Speaker: Stephen Chong, Harvard University

Abstract:

The Principle of Least Privilege suggests that software should be 
executed with no more authority than it requires to accomplish its 
task. Current security tools make it difficult to apply this 
principle: they either require significant modifications to 
applications or do not facilitate reasoning about combining 
untrustworthy components.

In this talk, I present Shill, a secure shell scripting language. 
Shill scripts enable compositional reasoning about security through 
contracts that limit the effects of script execution, including the 
effects of programs invoked by the script. Shill contracts are 
declarative security policies that act as documentation for consumers 
of Shill scripts, and are enforced through a combination of language 
design and sandboxing.

We have implemented a prototype of Shill for FreeBSD and used it for 
several case studies including a grading script and a script to 
download, compile, and install software.
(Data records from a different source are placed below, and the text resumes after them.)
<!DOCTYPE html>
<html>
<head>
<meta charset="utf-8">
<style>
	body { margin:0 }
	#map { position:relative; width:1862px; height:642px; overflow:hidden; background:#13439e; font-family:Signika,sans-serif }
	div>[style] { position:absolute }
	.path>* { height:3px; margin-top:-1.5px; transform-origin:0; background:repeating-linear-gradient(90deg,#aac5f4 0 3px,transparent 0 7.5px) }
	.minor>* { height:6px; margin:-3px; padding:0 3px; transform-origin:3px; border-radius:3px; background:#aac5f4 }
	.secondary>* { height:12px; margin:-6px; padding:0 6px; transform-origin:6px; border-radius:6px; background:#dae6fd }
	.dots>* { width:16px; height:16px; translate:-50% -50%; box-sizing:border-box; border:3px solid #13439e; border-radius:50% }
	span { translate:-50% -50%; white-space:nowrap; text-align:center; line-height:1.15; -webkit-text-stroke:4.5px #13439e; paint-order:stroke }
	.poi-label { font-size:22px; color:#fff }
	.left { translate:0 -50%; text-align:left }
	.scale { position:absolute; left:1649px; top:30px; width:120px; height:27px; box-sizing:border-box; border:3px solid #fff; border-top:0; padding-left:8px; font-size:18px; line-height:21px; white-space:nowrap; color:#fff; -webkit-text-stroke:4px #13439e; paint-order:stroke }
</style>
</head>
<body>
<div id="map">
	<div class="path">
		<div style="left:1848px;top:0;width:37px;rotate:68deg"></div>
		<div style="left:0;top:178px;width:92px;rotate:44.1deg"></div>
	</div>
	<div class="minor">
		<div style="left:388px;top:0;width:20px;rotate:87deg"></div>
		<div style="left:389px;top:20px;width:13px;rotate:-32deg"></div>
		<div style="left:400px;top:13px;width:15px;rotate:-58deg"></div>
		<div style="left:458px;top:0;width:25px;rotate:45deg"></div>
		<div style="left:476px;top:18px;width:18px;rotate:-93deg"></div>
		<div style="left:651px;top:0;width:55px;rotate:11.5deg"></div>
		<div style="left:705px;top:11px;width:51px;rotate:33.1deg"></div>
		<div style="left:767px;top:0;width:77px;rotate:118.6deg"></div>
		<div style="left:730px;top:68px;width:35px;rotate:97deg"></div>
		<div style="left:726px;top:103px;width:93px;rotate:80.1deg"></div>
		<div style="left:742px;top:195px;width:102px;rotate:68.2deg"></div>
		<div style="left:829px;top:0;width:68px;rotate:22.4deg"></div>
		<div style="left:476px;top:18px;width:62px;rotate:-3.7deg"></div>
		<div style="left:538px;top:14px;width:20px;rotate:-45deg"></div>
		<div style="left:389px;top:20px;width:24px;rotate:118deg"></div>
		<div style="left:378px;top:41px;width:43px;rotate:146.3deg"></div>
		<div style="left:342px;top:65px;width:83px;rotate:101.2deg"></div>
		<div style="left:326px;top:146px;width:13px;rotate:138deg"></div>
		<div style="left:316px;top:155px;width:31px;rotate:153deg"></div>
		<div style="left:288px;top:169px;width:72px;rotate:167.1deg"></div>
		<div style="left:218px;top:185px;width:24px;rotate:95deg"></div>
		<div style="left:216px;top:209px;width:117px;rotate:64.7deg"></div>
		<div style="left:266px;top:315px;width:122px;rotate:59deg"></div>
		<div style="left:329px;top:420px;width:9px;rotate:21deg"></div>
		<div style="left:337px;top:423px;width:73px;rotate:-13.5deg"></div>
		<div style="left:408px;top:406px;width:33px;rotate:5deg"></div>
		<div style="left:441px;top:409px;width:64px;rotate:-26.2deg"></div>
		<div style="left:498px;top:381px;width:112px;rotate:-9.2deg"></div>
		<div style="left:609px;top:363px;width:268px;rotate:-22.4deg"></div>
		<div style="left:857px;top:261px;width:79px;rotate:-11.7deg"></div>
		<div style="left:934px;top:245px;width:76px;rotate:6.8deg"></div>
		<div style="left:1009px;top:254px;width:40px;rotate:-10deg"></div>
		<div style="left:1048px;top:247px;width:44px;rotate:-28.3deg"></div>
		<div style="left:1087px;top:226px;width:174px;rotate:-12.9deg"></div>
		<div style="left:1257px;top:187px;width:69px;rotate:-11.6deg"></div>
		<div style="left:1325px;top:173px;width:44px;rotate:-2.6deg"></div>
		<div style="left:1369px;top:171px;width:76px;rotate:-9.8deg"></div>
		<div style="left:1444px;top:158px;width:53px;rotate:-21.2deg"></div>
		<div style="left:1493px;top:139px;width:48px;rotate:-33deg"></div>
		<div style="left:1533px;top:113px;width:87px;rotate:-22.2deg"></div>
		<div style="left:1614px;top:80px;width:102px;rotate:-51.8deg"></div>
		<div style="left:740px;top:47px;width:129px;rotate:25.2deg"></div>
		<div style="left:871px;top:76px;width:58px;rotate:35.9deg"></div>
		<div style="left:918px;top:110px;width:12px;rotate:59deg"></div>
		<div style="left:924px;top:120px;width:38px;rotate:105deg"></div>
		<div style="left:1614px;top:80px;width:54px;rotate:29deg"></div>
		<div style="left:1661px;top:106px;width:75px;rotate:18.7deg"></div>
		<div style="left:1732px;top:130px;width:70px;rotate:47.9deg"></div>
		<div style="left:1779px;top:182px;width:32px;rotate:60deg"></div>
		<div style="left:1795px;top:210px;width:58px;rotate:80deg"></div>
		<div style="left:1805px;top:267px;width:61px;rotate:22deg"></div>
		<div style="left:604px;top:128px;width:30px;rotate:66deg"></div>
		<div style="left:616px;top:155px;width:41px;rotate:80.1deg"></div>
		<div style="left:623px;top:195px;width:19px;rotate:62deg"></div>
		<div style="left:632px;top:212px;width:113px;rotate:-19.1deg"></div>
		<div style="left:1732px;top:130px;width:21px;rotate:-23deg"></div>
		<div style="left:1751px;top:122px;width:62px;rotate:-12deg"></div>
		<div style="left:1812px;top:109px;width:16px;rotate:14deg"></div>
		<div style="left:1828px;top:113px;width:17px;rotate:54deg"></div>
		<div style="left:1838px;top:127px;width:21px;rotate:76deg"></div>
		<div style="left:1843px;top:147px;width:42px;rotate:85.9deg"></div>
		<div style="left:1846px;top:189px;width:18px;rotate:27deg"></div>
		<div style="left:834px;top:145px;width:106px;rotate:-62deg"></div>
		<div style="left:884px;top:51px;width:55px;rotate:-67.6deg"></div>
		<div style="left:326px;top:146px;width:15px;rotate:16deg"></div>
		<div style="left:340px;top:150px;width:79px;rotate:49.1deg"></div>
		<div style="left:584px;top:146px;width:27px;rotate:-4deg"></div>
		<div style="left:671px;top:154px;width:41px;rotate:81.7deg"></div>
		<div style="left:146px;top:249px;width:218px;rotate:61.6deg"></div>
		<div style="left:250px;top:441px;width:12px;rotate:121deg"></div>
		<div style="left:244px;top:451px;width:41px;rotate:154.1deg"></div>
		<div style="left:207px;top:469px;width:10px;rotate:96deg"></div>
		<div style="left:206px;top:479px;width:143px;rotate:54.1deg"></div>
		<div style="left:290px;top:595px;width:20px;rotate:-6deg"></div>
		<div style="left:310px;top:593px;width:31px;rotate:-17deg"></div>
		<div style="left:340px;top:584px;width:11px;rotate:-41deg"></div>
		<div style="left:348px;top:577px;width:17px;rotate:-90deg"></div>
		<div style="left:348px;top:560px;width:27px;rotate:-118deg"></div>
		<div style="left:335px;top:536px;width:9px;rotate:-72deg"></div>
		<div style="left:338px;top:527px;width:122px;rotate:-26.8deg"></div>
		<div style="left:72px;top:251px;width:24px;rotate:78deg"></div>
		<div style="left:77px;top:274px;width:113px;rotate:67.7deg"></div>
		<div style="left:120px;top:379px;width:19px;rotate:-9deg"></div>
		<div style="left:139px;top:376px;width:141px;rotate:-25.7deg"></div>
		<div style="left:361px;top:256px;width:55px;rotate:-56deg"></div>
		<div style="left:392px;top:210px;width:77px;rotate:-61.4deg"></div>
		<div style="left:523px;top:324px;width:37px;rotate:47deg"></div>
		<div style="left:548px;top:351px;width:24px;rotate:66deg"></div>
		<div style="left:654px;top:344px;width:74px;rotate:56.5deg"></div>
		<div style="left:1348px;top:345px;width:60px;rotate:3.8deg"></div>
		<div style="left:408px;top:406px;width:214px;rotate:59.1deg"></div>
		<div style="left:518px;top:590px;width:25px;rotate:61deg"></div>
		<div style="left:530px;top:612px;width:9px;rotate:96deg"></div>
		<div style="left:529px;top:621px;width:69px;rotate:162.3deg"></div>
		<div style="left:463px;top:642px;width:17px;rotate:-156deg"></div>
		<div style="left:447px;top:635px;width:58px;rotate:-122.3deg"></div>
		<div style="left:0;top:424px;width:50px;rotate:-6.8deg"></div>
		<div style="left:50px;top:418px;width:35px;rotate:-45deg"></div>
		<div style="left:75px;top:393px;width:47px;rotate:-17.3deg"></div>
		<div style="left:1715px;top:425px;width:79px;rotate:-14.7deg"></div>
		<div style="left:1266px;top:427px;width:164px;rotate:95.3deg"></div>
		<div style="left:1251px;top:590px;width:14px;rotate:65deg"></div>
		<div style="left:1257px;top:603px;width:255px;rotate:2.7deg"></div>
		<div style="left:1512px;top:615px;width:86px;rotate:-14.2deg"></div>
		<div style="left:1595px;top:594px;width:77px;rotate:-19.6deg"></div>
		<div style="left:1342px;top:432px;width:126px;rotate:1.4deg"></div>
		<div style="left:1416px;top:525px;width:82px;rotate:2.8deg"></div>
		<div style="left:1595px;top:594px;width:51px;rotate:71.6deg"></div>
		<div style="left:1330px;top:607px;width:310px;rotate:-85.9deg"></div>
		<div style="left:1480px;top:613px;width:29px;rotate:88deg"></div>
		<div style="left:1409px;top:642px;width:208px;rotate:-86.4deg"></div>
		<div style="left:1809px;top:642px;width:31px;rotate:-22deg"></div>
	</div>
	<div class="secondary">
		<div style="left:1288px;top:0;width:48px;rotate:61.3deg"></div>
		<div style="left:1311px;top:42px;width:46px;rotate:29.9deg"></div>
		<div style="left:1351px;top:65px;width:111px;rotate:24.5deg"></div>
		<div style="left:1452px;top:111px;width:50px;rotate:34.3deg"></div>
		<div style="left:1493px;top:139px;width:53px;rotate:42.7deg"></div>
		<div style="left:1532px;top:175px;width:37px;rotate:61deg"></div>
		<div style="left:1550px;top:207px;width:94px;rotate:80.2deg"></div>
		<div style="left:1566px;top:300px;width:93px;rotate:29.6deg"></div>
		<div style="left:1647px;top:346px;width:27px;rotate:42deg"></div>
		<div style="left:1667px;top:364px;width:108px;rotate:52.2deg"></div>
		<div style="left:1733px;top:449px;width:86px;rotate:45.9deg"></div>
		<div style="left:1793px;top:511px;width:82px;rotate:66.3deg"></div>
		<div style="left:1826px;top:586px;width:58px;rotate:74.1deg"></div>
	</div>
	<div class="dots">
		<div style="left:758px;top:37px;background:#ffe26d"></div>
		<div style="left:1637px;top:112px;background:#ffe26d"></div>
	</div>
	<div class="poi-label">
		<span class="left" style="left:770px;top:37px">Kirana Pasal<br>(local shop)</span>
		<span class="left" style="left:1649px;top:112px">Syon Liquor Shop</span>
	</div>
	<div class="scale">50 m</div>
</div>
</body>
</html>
Our experience indicates that 
Shill is a practical and useful system security tool, and can provide 
fine-grained security guarantees.


Bio: Stephen Chong is an Associate Professor of Computer Science at 
the Harvard University. Steve's research focuses on programming 
languages, information security, and the intersection of these two 
areas. He is the recipient of an NSF CAREER award, an AFOSR Young 
Investigator award, and a Sloan Research Fellowship. He received a PhD 
from Cornell University, and a bachelor's degree from Victoria 
University of Wellington, New Zealand.